At Cherokee Indian Hospital's outpatient clinics, the space is designed to enable a patient-centered medical home (PCMH) care model. The key element is co-location, with three to four teams of providers and staff working in a shared, open team space. Co-location was first piloted in an older facility, where minor renovations created two team spaces. While there was some initial skepticism, they saw many benefits, primarily in increased efficiency and communication.
Patient scheduling, nurse case management and population health management functions all happen in the same space with the same team. All members of the care team, including MAs, case managers, nurses and physicians, report greater awareness of clinic activity; less time is spent looking for other team members and critical information is easier to access. Most of the providers' time is now spent in the collaborative space, where they remain available to each other to discuss complex cases or to conduct warm hand-offs of patients to members of the extended care team. Patients have access to a pharmacist, nutritionist and behavioral health specialist during a visit. Patients like having direct access to this broader team, and the provision of care is more efficient and satisfying for care team members as well.

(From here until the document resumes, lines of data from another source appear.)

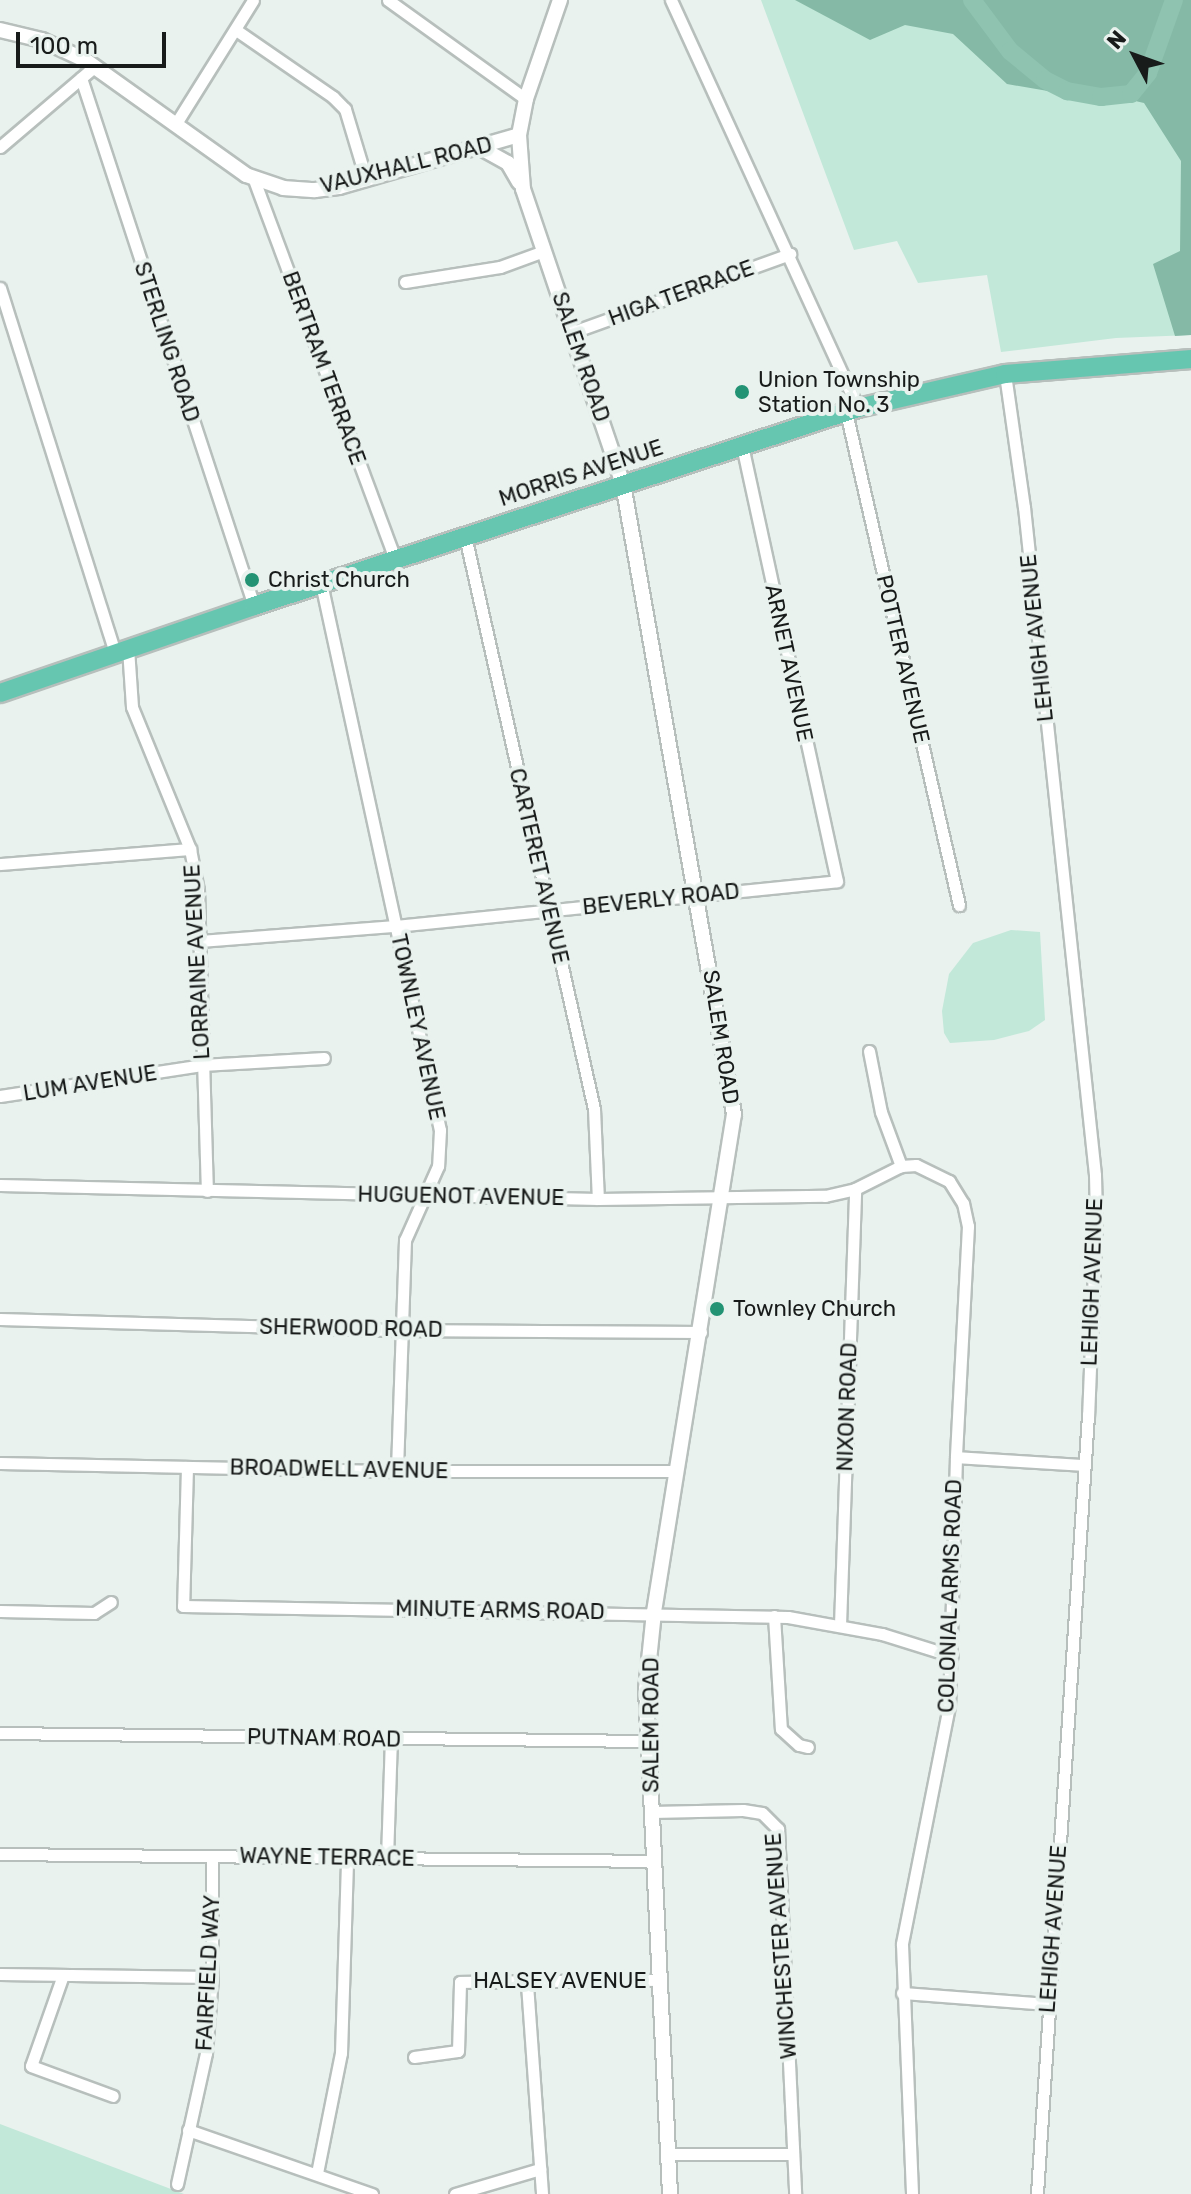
<!DOCTYPE html>
<style>
body{margin:0}
#map{position:relative;width:1191px;height:2194px;overflow:hidden;background:#e9f2ee;font-family:Rubik,sans-serif}
div>[style]{position:absolute}
[style*='--x']{left:calc(var(--x)*1px);top:calc(var(--y)*1px);width:calc(var(--w)*1px);rotate:calc(var(--a)*1deg)}
.green>*{inset:0;background:#c2e8d9}
.forest>*{inset:0;background:#85b9a6}
.river>*{height:18px;margin:-9px;padding:0 9px;transform-origin:9px;border-radius:9px;background:#8fc3b0}
.roads{filter:drop-shadow(2px 0 #b7bfbc) drop-shadow(-2px 0 #b7bfbc) drop-shadow(0 2px #b7bfbc) drop-shadow(0 -2px #b7bfbc)}
.minor>*{height:11px;margin:-5.5px;padding:0 5.5px;transform-origin:5.5px;border-radius:5.5px;background:#fff}
.tertiary>*{height:14px;margin:-7px;padding:0 7px;transform-origin:7px;border-radius:7px;background:#fff}
.primary>*{height:18px;margin:-9px;padding:0 9px;transform-origin:9px;border-radius:9px;background:#66c6b0}
.dots>*{width:22px;height:22px;translate:-50% -50%;box-sizing:border-box;border:4px solid #e9f2ee;border-radius:50%}
span{translate:-50% -50%;white-space:nowrap;text-align:center;line-height:1.15;-webkit-text-stroke:8px #e9f2ee;paint-order:stroke}
.street-label{font-size:22px;color:#181b1a}
.poi-label{font-size:22px;color:#181b1a}
.left{translate:0 -50%;text-align:left}
.north{position:absolute;left:1095px;top:16px;width:80px;height:80px;-webkit-text-stroke:6px #e9f2ee;paint-order:stroke;rotate:311deg;font-size:22px;font-weight:700;line-height:32px;text-align:center;color:#181b1a}
.north::after{content:'';display:block;margin:auto;width:28px;height:36px;background:#181b1a;clip-path:polygon(50% 0,100% 100%,50% 72%,0 100%)}
.scale{position:absolute;left:16px;top:32px;width:150px;height:36px;box-sizing:border-box;border:4px solid #181b1a;border-top:0;padding-left:10px;font-size:24px;line-height:28px;white-space:nowrap;color:#181b1a;-webkit-text-stroke:6px #e9f2ee;paint-order:stroke}
</style>
<div id="map">
<div class="green">
<div style="clip-path:polygon(761px 0,1191px 0,1191px 335px,1116px 338px,1001px 352px,987px 275px,918px 283px,897px 241px,854px 250px)"></div>
<div style="clip-path:polygon(1011px 930px,1040px 932px,1045px 1020px,1029px 1031px,994px 1040px,950px 1043px,944px 1033px,942px 1011px,949px 974px,973px 943px)"></div>
<div style="clip-path:polygon(0 2124px,184px 2194px,0 2194px)"></div>
</div>
<div class="forest">
<div style="clip-path:polygon(795px 0,1191px 0,1191px 335px,1175px 336px,1153px 264px,1180px 251px,1181px 161px,1144px 103px,1105px 94px,1071px 95px,1007px 84px,953px 34px,905px 25px,870px 40px)"></div>
</div>
<div class="river">
<div style="--x:972;--y:0;--w:64;--a:53.3"></div>
<div style="--x:1010;--y:51;--w:45;--a:39.6"></div>
<div style="--x:1045;--y:80;--w:25;--a:27"></div>
<div style="--x:1067;--y:91;--w:35;--a:10"></div>
<div style="--x:1101;--y:97;--w:30;--a:-6"></div>
<div style="--x:1131;--y:94;--w:27;--a:-51"></div>
<div style="--x:1148;--y:73;--w:77;--a:-70.4"></div>
</div>
<div class="roads">
<div class="minor">
<div style="--x:388;--y:0;--w:170;--a:35.7"></div>
<div style="--x:671;--y:0;--w:449;--a:65.4"></div>
<div style="--x:236;--y:30;--w:118;--a:34.6"></div>
<div style="--x:333;--y:97;--w:17;--a:45"></div>
<div style="--x:345;--y:109;--w:73;--a:73.3"></div>
<div style="--x:81;--y:78;--w:556;--a:71.86"></div>
<div style="--x:175;--y:125;--w:147;--a:-58"></div>
<div style="--x:0;--y:147;--w:123;--a:-40.4"></div>
<div style="--x:253;--y:177;--w:408;--a:69.6"></div>
<div style="--x:405;--y:282;--w:96;--a:-9"></div>
<div style="--x:500;--y:267;--w:47;--a:-20"></div>
<div style="--x:0;--y:288;--w:382;--a:72.5"></div>
<div style="--x:573;--y:332;--w:231;--a:-19.8"></div>
<div style="--x:1005;--y:374;--w:134;--a:81.9"></div>
<div style="--x:1024;--y:507;--w:672;--a:83.93"></div>
<div style="--x:1095;--y:1175;--w:44;--a:88.7"></div>
<div style="--x:1096;--y:1219;--w:196;--a:92.3"></div>
<div style="--x:1088;--y:1415;--w:781;--a:93.75"></div>
<div style="--x:846;--y:412;--w:506;--a:77.09"></div>
<div style="--x:465;--y:536;--w:587;--a:77.31"></div>
<div style="--x:594;--y:1109;--w:90;--a:87.5"></div>
<div style="--x:321;--y:583;--w:560;--a:77.73"></div>
<div style="--x:440;--y:1130;--w:36;--a:93"></div>
<div style="--x:438;--y:1166;--w:81;--a:114"></div>
<div style="--x:405;--y:1240;--w:231;--a:92"></div>
<div style="--x:128;--y:648;--w:59;--a:86.1"></div>
<div style="--x:132;--y:707;--w:153;--a:67.8"></div>
<div style="--x:190;--y:849;--w:42;--a:79"></div>
<div style="--x:198;--y:890;--w:301;--a:88.3"></div>
<div style="--x:0;--y:864;--w:191;--a:-4.5"></div>
<div style="--x:199;--y:941;--w:198;--a:-4.4"></div>
<div style="--x:396;--y:926;--w:443;--a:-5.8"></div>
<div style="--x:837;--y:881;--w:446;--a:-102.3"></div>
<div style="--x:869;--y:1051;--w:62;--a:78.9"></div>
<div style="--x:881;--y:1112;--w:58;--a:69.7"></div>
<div style="--x:0;--y:1096;--w:204;--a:-8.7"></div>
<div style="--x:202;--y:1065;--w:122;--a:-3.3"></div>
<div style="--x:0;--y:1185;--w:598;--a:1.34"></div>
<div style="--x:598;--y:1199;--w:227;--a:-0.8"></div>
<div style="--x:825;--y:1196;--w:31;--a:-13"></div>
<div style="--x:855;--y:1189;--w:51;--a:-26.6"></div>
<div style="--x:901;--y:1166;--w:15;--a:-4"></div>
<div style="--x:916;--y:1165;--w:37;--a:26"></div>
<div style="--x:949;--y:1181;--w:26;--a:58"></div>
<div style="--x:963;--y:1203;--w:24;--a:78"></div>
<div style="--x:968;--y:1226;--w:231;--a:93"></div>
<div style="--x:956;--y:1457;--w:249;--a:91.6"></div>
<div style="--x:949;--y:1706;--w:243;--a:101.2"></div>
<div style="--x:902;--y:1944;--w:250;--a:87.7"></div>
<div style="--x:0;--y:1319;--w:400;--a:1.6"></div>
<div style="--x:400;--y:1330;--w:301;--a:0.4"></div>
<div style="--x:956;--y:1457;--w:128;--a:3.6"></div>
<div style="--x:0;--y:1463;--w:397;--a:1.2"></div>
<div style="--x:397;--y:1471;--w:280;--a:0"></div>
<div style="--x:187;--y:1467;--w:139;--a:91.6"></div>
<div style="--x:183;--y:1606;--w:605;--a:1.04"></div>
<div style="--x:788;--y:1617;--w:96;--a:10.3"></div>
<div style="--x:882;--y:1634;--w:73;--a:17.4"></div>
<div style="--x:0;--y:1611;--w:94;--a:1.2"></div>
<div style="--x:94;--y:1613;--w:20;--a:-33"></div>
<div style="--x:774;--y:1616;--w:113;--a:86.5"></div>
<div style="--x:781;--y:1729;--w:24;--a:42"></div>
<div style="--x:799;--y:1745;--w:9;--a:13"></div>
<div style="--x:840;--y:1625;--w:436;--a:-88"></div>
<div style="--x:0;--y:1733;--w:648;--a:0.71"></div>
<div style="--x:652;--y:1812;--w:91;--a:-1.3"></div>
<div style="--x:743;--y:1810;--w:19;--a:9"></div>
<div style="--x:762;--y:1813;--w:23;--a:45"></div>
<div style="--x:778;--y:1829;--w:365;--a:87.3"></div>
<div style="--x:0;--y:1854;--w:654;--a:0.61"></div>
<div style="--x:387;--y:1858;--w:119;--a:-88.1"></div>
<div style="--x:0;--y:1974;--w:212;--a:0.8"></div>
<div style="--x:63;--y:1975;--w:96;--a:109.4"></div>
<div style="--x:31;--y:2066;--w:87;--a:20.1"></div>
<div style="--x:531;--y:1979;--w:6;--a:129"></div>
<div style="--x:527;--y:1984;--w:211;--a:85.9"></div>
<div style="--x:902;--y:1993;--w:147;--a:4.3"></div>
<div style="--x:414;--y:2057;--w:44;--a:-7.8"></div>
<div style="--x:458;--y:2051;--w:69;--a:-88.3"></div>
<div style="--x:460;--y:1982;--w:200;--a:-0.6"></div>
<div style="--x:188;--y:2130;--w:195;--a:19.2"></div>
<div style="--x:669;--y:2154;--w:124;--a:0"></div>
<div style="--x:317;--y:2173;--w:122;--a:-78.7"></div>
<div style="--x:341;--y:2053;--w:196;--a:-88.2"></div>
<div style="--x:177;--y:2184;--w:134;--a:-77.5"></div>
<div style="--x:206;--y:2053;--w:76;--a:-85.5"></div>
<div style="--x:212;--y:1977;--w:121;--a:-90"></div>
<div style="--x:455;--y:2194;--w:89;--a:-16.4"></div>
</div>
<div class="tertiary">
<div style="--x:560;--y:0;--w:105;--a:109"></div>
<div style="--x:526;--y:99;--w:37;--a:101"></div>
<div style="--x:519;--y:135;--w:54;--a:85.8"></div>
<div style="--x:523;--y:189;--w:311;--a:71.3"></div>
<div style="--x:623;--y:484;--w:640;--a:80.01"></div>
<div style="--x:734;--y:1114;--w:504;--a:99.13"></div>
<div style="--x:654;--y:1612;--w:77;--a:95.9"></div>
<div style="--x:646;--y:1689;--w:506;--a:87.28"></div>
<div style="--x:0;--y:30;--w:43;--a:13.4"></div>
<div style="--x:42;--y:40;--w:47;--a:24.9"></div>
<div style="--x:85;--y:60;--w:198;--a:35.5"></div>
<div style="--x:246;--y:175;--w:39;--a:19"></div>
<div style="--x:283;--y:188;--w:32;--a:4"></div>
<div style="--x:315;--y:190;--w:24;--a:-7"></div>
<div style="--x:339;--y:187;--w:187;--a:-16.1"></div>
<div style="--x:479;--y:147;--w:33;--a:29"></div>
<div style="--x:508;--y:163;--w:22;--a:60"></div>
</div>
<div class="primary">
<div style="--x:0;--y:693;--w:268;--a:-18.9"></div>
<div style="--x:254;--y:606;--w:636;--a:-18.15"></div>
<div style="--x:858;--y:408;--w:151;--a:-13"></div>
<div style="--x:1005;--y:374;--w:187;--a:-4.6"></div>
</div>
</div>
<div class="dots">
<div style="left:742px;top:392px;background:#239374"></div>
<div style="left:252px;top:580px;background:#239374"></div>
<div style="left:717px;top:1309px;background:#239374"></div>
</div>
<div class="street-label">
<span style="left:406px;top:165px;rotate:-14deg">VAUXHALL ROAD</span>
<span style="left:681px;top:293px;rotate:-20deg">HIGA TERRACE</span>
<span style="left:167px;top:342px;rotate:72deg">STERLING ROAD</span>
<span style="left:581px;top:357px;rotate:71deg">SALEM ROAD</span>
<span style="left:324px;top:368px;rotate:70deg">BERTRAM TERRACE</span>
<span style="left:581px;top:473px;rotate:-18deg">MORRIS AVENUE</span>
<span style="left:1037px;top:638px;rotate:-96deg">LEHIGH AVENUE</span>
<span style="left:903px;top:659px;rotate:77deg">POTTER AVENUE</span>
<span style="left:789px;top:663px;rotate:78deg">ARNET AVENUE</span>
<span style="left:539px;top:866px;rotate:77deg">CARTERET AVENUE</span>
<span style="left:661px;top:899px;rotate:-6deg">BEVERLY ROAD</span>
<span style="left:197px;top:962px;rotate:-93deg">LORRAINE AVENUE</span>
<span style="left:418px;top:1027px;rotate:78deg">TOWNLEY AVENUE</span>
<span style="left:721px;top:1037px;rotate:81deg">SALEM ROAD</span>
<span style="left:90px;top:1083px;rotate:-9deg">LUM AVENUE</span>
<span style="left:461px;top:1196px;rotate:1deg">HUGUENOT AVENUE</span>
<span style="left:1092px;top:1282px;rotate:-88deg">LEHIGH AVENUE</span>
<span style="left:351px;top:1328px;rotate:1deg">SHERWOOD ROAD</span>
<span style="left:847px;top:1407px;rotate:-88deg">NIXON ROAD</span>
<span style="left:339px;top:1469px;rotate:1deg">BROADWELL AVENUE</span>
<span style="left:950px;top:1596px;rotate:-88deg">COLONIAL ARMS ROAD</span>
<span style="left:500px;top:1610px;rotate:1deg">MINUTE ARMS ROAD</span>
<span style="left:651px;top:1725px;rotate:-90deg">SALEM ROAD</span>
<span style="left:324px;top:1738px;rotate:1deg">PUTNAM ROAD</span>
<span style="left:327px;top:1857px;rotate:1deg">WAYNE TERRACE</span>
<span style="left:1053px;top:1929px;rotate:-86deg">LEHIGH AVENUE</span>
<span style="left:781px;top:1946px;rotate:-94deg">WINCHESTER AVENUE</span>
<span style="left:208px;top:1973px;rotate:-87deg">FAIRFIELD WAY</span>
<span style="left:560px;top:1981px">HALSEY AVENUE</span>
</div>
<div class="poi-label">
<span class="left" style="left:758px;top:392px">Union Township<br>Station No. 3</span>
<span class="left" style="left:268px;top:580px">Christ Church</span>
<span class="left" style="left:733px;top:1309px">Townley Church</span>
</div>
<div class="north">N</div>
<div class="scale">100 m</div>
</div>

“As a physician, I am not running around to find the team members I need to coordinate care, and I don't have to worry about the patient not following up with a behavioral health specialist or dietician because we provide the warm hand-off in real-time.”—Michael Toedt, MD, FAAFP, Family Physician, Cherokee Indian Hospital
“As a physician, I am not running around to find the team members I need to coordinate care, and I don't have to worry about the patient not following up with a behavioral health specialist or dietician because we provide the warm hand-off in real-time.”
Cherokee Indian Hospital will be opening a new facility in fall 2015 and is committed to using team rooms and co-location of the extended care team going forward. They have found that adjacent team rooms with partially open space between teams work best, and so there will be no private offices in the new facility. Care team members will face each other at round table work stations as opposed to having their backs to each other at desks around the perimeter of a room, facilitating team work, communication and efficiency.